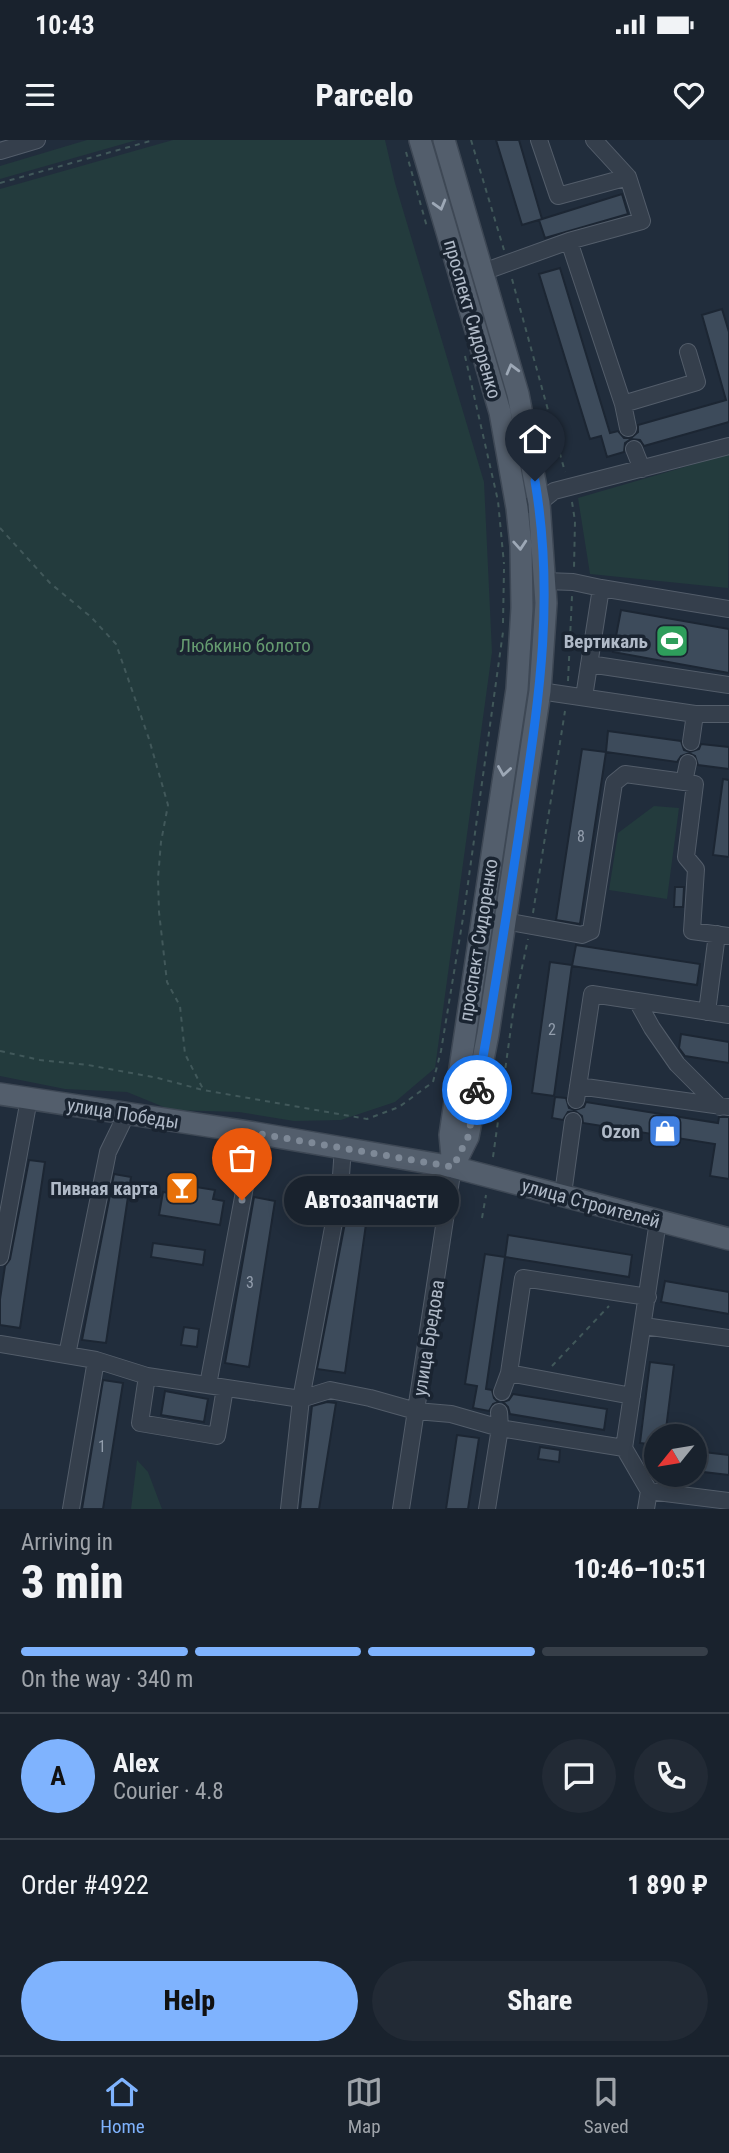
<!DOCTYPE html>
<html lang="en">
<head>
<meta charset="utf-8">
<style>
	body { margin:0; font-family:"Roboto Condensed",sans-serif; background:#222a35; color:#f1f3f6; height:100vh; display:flex; flex-direction:column; font-size:26px; white-space:nowrap }
	* { box-sizing:border-box; margin:0 }
	p { font-size:23px; color:#9fa4aa }
	.icon { flex:none; width:38px; height:38px; fill:none; stroke:currentColor; stroke-width:2; stroke-linecap:round; stroke-linejoin:round }
	.map { position:relative; height:1369px; overflow:hidden }
	.details { display:flex; flex-direction:column; background:#19222d; flex:1 }
	.details>* { flex:none }
	.needle { width:46px; rotate:240deg }
	.tools { position:absolute; left:644px; top:1284px; display:grid; gap:14px }
	.tools a { display:grid; place-items:center; width:63px; height:63px; border-radius:50%; background:#19222d; box-shadow:0 4px 18px #0003,0 0 0 2px #373f49; font-size:35px }
	.pin { position:absolute; display:grid; place-items:center; width:60px; height:60px; color:#fff; margin:-72px -30px; border-radius:50% 50% 50% 0; rotate:-45deg; box-shadow:0 0 7px #0007 }
	.pin .icon { rotate:45deg }
	.courier { position:absolute; display:grid; place-items:center; width:70px; height:70px; margin:-35px; border:5px solid #1a73e8; border-radius:50%; background:#fff; color:#222; box-shadow:0 2px 9px #0007 }
	.bubble { position:absolute; height:49px; border-radius:24px; background:#19222d; box-shadow:0 4px 18px #0003,0 0 0 2px #373f49; font-size:23px; font-weight:800; line-height:49px; text-align:center }
	.head em { font-style:normal; font-weight:800 }
	.head div { display:flex; flex-direction:column-reverse }
	.head { display:flex; align-items:center; justify-content:space-between; height:119px; padding:0 21px }
	h1 { font-size:46px; font-weight:800; line-height:52px }
	.bar { display:grid; grid-template-columns:repeat(4,1fr); gap:10px 7px; align-content:center; height:84px; padding:0 21px }
	.bar i { height:9px; border-radius:5px; background:#373f49 }
	.bar .current { background:#7fb3fe }
	.bar p { grid-column:span 4 }
	.line { display:flex; align-items:center; gap:18px; padding:0 21px; border-top:2px solid #373f49 }
	.line div { flex:1 }
	.round { display:grid; place-items:center; flex:none; width:74px; height:74px; border-radius:37px; background:#222a35 }
	.action { display:flex; gap:14px; margin-top:auto; padding:14px 21px }
	.action a { flex:1; height:80px; border-radius:42px; background:#7fb3fe; color:#111; font-size:28px; font-weight:800; line-height:80px; text-align:center }
	.action a+a { background:#222a35; color:#f1f3f6 }
	.status { display:flex; justify-content:space-between; align-items:center; height:49px; padding:0 35px; background:#19222d; direction:ltr }
	.status svg { height:19px; fill:currentColor }
	header { display:flex; justify-content:space-between; align-items:center; height:91px; padding:0 21px; background:#19222d; font-size:32px; font-weight:800 }
	.menu { display:flex; justify-content:space-around; align-items:center; height:98px; border-top:2px solid #373f49; background:#19222d; font-size:19px; color:#9fa4aa }
	.menu a { display:grid; justify-items:center; gap:4px }
	.menu .current { color:#7fb3fe }
	.map>svg:first-child { display:block }
</style>
</head>
<body>
<div class="status"><b>10:43</b><svg viewBox="0 0 49 12"><path d="M0 12V9h3v3zM5 12V6h3v6zM10 12V3h3v9zM15 12V0h3v12zM26 1h20v11H26zM47 4h2v5h-2z"/></svg></div>
<header><svg class="icon" aria-label="menu" viewBox="0 0 24 24"><path d="M4 6h16M4 12h16M4 18h16"/></svg>Parcelo<svg class="icon" aria-label="heart" viewBox="0 0 24 24"><path d="M12 20l-8-8c-3-5 5-10 8-4 3-6 11-1 8 4z"/></svg></header>
<div class="map">
<svg width="729" height="1369" viewBox="0 0 729 1369">
	<rect width="100%" height="100%" fill="#212d3c"/>
	<path fill="#233b3d" d="M87,0H137L0,39V26Z
		M173,0H385L395,43L484,342L492,512L435,928L395,962L341,980L294,981L239,972L171,970L127,952L65,949L0,936V49Z
		M729,314L728,448L590,434L578,358Z
		M654,666L679,668L667,759L609,750L618,693Z
		M137,1320L148,1332L162,1369H131Z"/>
	<path fill="#3d4b5b" stroke="#1c2633" stroke-width="2" d="M496,0H519L542,79L522,85Z
		M622,54L628,74L545,98L539,80Z
		M560,128L610,293L618,291L624,298H631L638,292V285L726,260L702,175L722,169L729,192V282L644,306L640,300L631,299L625,303L624,312L607,317L601,296L590,299L539,134Z
		M621,470L729,489V533L613,512Z
		M608,591L681,601L684,610L690,612L699,609L701,604L729,607V629L698,625L695,616L689,613L681,616L677,622L606,612Z
		M582,609L606,612L580,784L556,780Z
		M723,639L729,640V717L713,715Z
		M675,747H684L683,767H674Z
		M576,805L700,824L697,845L572,826Z
		M550,822L572,825L554,956L532,953Z
		M681,894L729,902V923L685,916L679,908Z
		M555,957L566,958L569,968L575,970L584,967L586,962L718,983L719,977H729V1039L710,1036L715,1004L583,983L582,976L575,971L568,972L563,980L552,978Z
		M29,1020L45,1022L20,1188L0,1185V1159L5,1126L10,1119Z
		M114,1034L131,1037L106,1203L82,1200Z
		M177,1044L215,1050L213,1059L224,1061L220,1085L159,1075L163,1052L176,1054Z
		M254,1057L275,1061L249,1227L225,1223Z
		M348,1067L368,1070L345,1233L317,1229Z
		M508,1095L632,1115L629,1137L505,1117Z
		M153,1103L205,1110L203,1125L151,1117Z
		M485,1114L505,1117L486,1249L492,1250L494,1258L498,1262L493,1264L489,1271L473,1268L477,1246L465,1244Z
		M665,1141L729,1152V1174L661,1162Z
		M184,1187L199,1189L197,1207L181,1205Z
		M650,1222L674,1225L665,1297H656V1305L640,1303Z
		M103,1240L123,1243L103,1369H82Z
		M165,1251L208,1259L204,1282L161,1275Z
		M513,1254L607,1269L604,1290L510,1274L508,1267L503,1262L509,1260Z
		M327,1262L336,1263L319,1369H300L312,1266Z
		M457,1295L479,1298L468,1369H446Z
		M540,1307L560,1310L559,1322L538,1319Z
		M695,1311L729,1315V1335L695,1331Z"/>
	<g fill="none" stroke-linecap="round" stroke-linejoin="round">
		<defs>
			<path id="minor" d="M539,0L558,56L628,37
				M0,11L37,0
				M569,101L623,264
				M483,132L569,101L642,81L628,37L594,0
				M628,288L623,264L697,242L688,212
				M634,309L642,329
				M530,365L539,363L554,351L729,306
				M545,441L573,442L601,448L584,557
				M601,448L729,469
				M589,524L729,545
				M540,551L695,574H729
				M691,602L695,574
				M688,623L684,642L695,644L686,717L696,729L692,791L729,796
				M505,781L582,795L591,791L614,643L625,634L684,642
				M637,861L652,888L677,924L720,967
				M707,872L717,794
				M578,946L729,967
				M576,960L592,854L729,875
				M563,1054L573,981
				M0,1117L29,959
				M644,1186L729,1198
				M0,1204L96,1220L147,1236L301,1259L330,1250L370,1258L416,1271L451,1274L500,1288L624,1308L649,1351L729,1361
				M67,1215L108,1012L126,975
				M509,1233L632,1256
				M147,1236L140,1283L217,1296L225,1248
				M208,1245L255,993
				M502,1252L509,1233L523,1138L648,1157
				M624,1308L658,1081
				M71,1369L96,1220
				M289,1369L301,1259L340,1050L343,1007
				M401,1369L453,1027
				M487,1369L500,1288L499,1272
				M646,1369L649,1351"/>
			<path id="major" d="M420,0L500,272L517,368L521,406L522,468L517,549L450,995L453,1027
				M444,0L518,254L539,363L546,463L540,551L488,894L468,997L453,1027
				M0,954L255,993L453,1027L729,1099"/>
		</defs>
		<use href="#minor" stroke="#535d6a" stroke-width="18"/>
		<use href="#major" stroke="#3e4855" stroke-width="24"/>
		<path stroke="#41585a" stroke-width="2" stroke-dasharray="5 5" stroke-linecap="butt" d="M471,0L504,110
			M406,12L427,87
			M0,43L154,0
			M512,139L565,332
			M465,216L498,361L504,424
			M572,362L575,381L574,429
			M0,388L50,443L91,477L116,504L149,599L168,665L161,702L158,738L159,772L167,842L180,866L185,914L203,949
			M503,483L504,429
			M568,541L572,456
			M533,773L565,571
			M0,911L40,920L88,925L158,938L203,950L367,979L399,967L433,942L441,911L464,772L503,492
			M493,1017L514,866L528,799
			M482,1078L486,1055
			M552,1226L609,1166"/>
		<use href="#minor" stroke="#353f4c" stroke-width="16"/>
		<use href="#major" stroke="#535e6c" stroke-width="21"/>
	</g>
	<defs><path id="oneway-chevron" d="M-2-3.5L2.5 0L-2 3.5" fill="none" stroke-width="1.6" stroke-linecap="round" stroke-linejoin="round" transform="scale(1.75)"/></defs>
	<g stroke="#9da8b6">
		<use href="#oneway-chevron" transform="translate(440 65) rotate(74)"/>
		<use href="#oneway-chevron" transform="translate(512 229) rotate(-105)"/>
		<use href="#oneway-chevron" transform="translate(520 405) rotate(86)"/>
		<use href="#oneway-chevron" transform="translate(504 631) rotate(99)"/>
	</g>
	<g fill="none" stroke-linecap="round" stroke-linejoin="round">
		<path stroke="#7e8997" stroke-width="7" stroke-dasharray="0 12.6" d="M242,1060L255,993L453,1027L468,997L477,950"/>
		<path stroke="#1a73e8" stroke-width="9" d="M477,950C493,865 506,779 519,693C537,570 556,466 535,341"/>
	</g>
	<defs>
		<symbol id="stadium-square" viewBox="-11 -11 22 22"><rect x="-9" y="-9" width="18" height="18" rx="4" fill="#2e9e5b" stroke="#1a2431"/><path d="M0-5a6.5 5 0 1 0 0 10a6.5 5 0 1 0 0-10ZM-3.5-1.8h7v3.6h-7Z" fill="#fff"/></symbol>
		<symbol id="shop-square" viewBox="-11 -11 22 22"><rect x="-9" y="-9" width="18" height="18" rx="4" fill="#3f7fe0" stroke="#1a2431"/><path d="M-5-2.5h2.3a2.7 3.5 0 0 1 5.4 0H5L5.5 6h-11ZM-1.5-2.5h3a1.5 2.3 0 0 0-3 0Z" fill="#fff"/></symbol>
		<symbol id="bar-square" viewBox="-11 -11 22 22"><rect x="-9" y="-9" width="18" height="18" rx="4" fill="#e8710a" stroke="#1a2431"/><path d="M-6-5H6L.8 .8V4.5H3.5V6h-7V4.5H-.8V.8Z" fill="#fff"/></symbol>
	</defs>
	<g fill-rule="evenodd">
		<use href="#stadium-square" x="653" y="482" width="38" height="38"/>
		<use href="#shop-square" x="646" y="972" width="38" height="38"/>
		<use href="#bar-square" x="163" y="1029" width="38" height="38"/>
	</g>
	<g text-anchor="middle" stroke-width="7" stroke-linejoin="round" paint-order="stroke">
		<g font-size="16" fill="#939ead">
			<text x="581" y="702">8</text>
			<text x="552" y="895">2</text>
			<text x="250" y="1148">3</text>
			<text x="102" y="1312">1</text>
		</g>
		<g font-size="19" fill="#b0bac8" stroke="#1a2431">
			<text transform="translate(473 179) rotate(74)" y="7">проспект Сидоренко</text>
			<text transform="translate(478 800) rotate(-81)" y="7">проспект Сидоренко</text>
			<text transform="translate(123 973) rotate(9)" y="7">улица Победы</text>
			<text transform="translate(591 1063) rotate(15)" y="7">улица Строителей</text>
			<text transform="translate(428 1198) rotate(-81)" y="7">улица Бредова</text>
		</g>
		<g font-size="19" font-weight="bold" fill="#b0bac8" stroke="#1a2431" text-anchor="end">
			<text x="648" y="508">Вертикаль</text>
			<text x="640" y="998">Ozon</text>
			<text x="158" y="1055">Пивная карта</text>
		</g>
		<g font-size="19" fill="#659b70" stroke="#1a2431">
			<text x="245" y="512">Любкино болото</text>
		</g>
	</g>
</svg>
<div class="tools">
<a><svg class="needle" viewBox="-14 -14 28 28"><path d="M0-13l5 13h-10z" fill="#e53935"/><path d="M0 13l5-13h-10z" fill="#9fa4aa"/></svg></a>
</div>
<div class="pin" style="left:242px;top:1060px;background:#ea580c"><svg class="icon" aria-label="bag" viewBox="0 0 24 24"><path d="M5 8h14l-1 12H6zM9 8a3 3 0 0 1 6 0"/></svg></div>
<div class="pin" style="left:535px;top:341px;background:#1f2937"><svg class="icon" aria-label="home" viewBox="0 0 24 24"><path d="M3 11l9-7 9 7M6 9v11h12V9"/></svg></div>
<div class="courier" style="left:477px;top:950px"><svg class="icon" aria-label="bike" viewBox="0 0 24 24"><circle cx="6" cy="16" r="4"/><circle cx="18" cy="16" r="4"/><path d="M6 16l4-8h5l3 8M10 8l3 8H6M13 5h3"/></svg></div>
<div class="bubble" style="left:284px;top:1036px;width:175px">Автозапчасти</div>
</div>
<section class="details">
<div class="head"><div><h1>3 min</h1><p>Arriving in</p></div><em>10:46–10:51</em></div>
<div class="bar"><i class="current"></i><i class="current"></i><i class="current"></i><i></i><p>On the way · 340 m</p></div>
<div class="line" style="height:126px"><b class="round" style="background:#7fb3fe;color:#111">A</b><div><b>Alex</b><p>Courier · 4.8</p></div><a class="round"><svg class="icon" aria-label="chat" viewBox="0 0 24 24"><path d="M4 5h16v11H9l-5 4z"/></svg></a><a class="round"><svg class="icon" aria-label="phone" viewBox="0 0 24 24"><path d="M5 4h4l2 5-3 2q2 4 5 5l2-3 5 2v4C11 20 4 13 5 4z"/></svg></a></div>
<div class="line" style="height:91px"><div>Order #4922</div><b>1 890 ₽</b></div>
<div class="action"><a>Help</a><a>Share</a></div>
</section>
<nav class="menu">
<a class="current"><svg class="icon" aria-label="home" viewBox="0 0 24 24"><path d="M3 11l9-7 9 7M6 9v11h12V9"/></svg>Home</a>
<a><svg class="icon" aria-label="map" viewBox="0 0 24 24"><path d="M3 6l6-2 6 2 6-2v14l-6 2-6-2-6 2zM9 4v14M15 6v14"/></svg>Map</a>
<a><svg class="icon" aria-label="saved" viewBox="0 0 24 24"><path d="M7 4h10v16l-5-4-5 4z"/></svg>Saved</a>
</nav>
</body>
</html>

────────

Starting at the first line of the records above, set down each line exactly through the one that holds "flex:none; width:38px; height:38px;". Omit pictures.

<!DOCTYPE html>
<html lang="en">
<head>
<meta charset="utf-8">
<style>
	body { margin:0; font-family:"Roboto Condensed",sans-serif; background:#222a35; color:#f1f3f6; height:100vh; display:flex; flex-direction:column; font-size:26px; white-space:nowrap }
	* { box-sizing:border-box; margin:0 }
	p { font-size:23px; color:#9fa4aa }
	.icon { flex:none; width:38px; height:38px; fill:none; stroke:currentColor; stroke-width:2; stroke-linecap:round; stroke-linejoin:round }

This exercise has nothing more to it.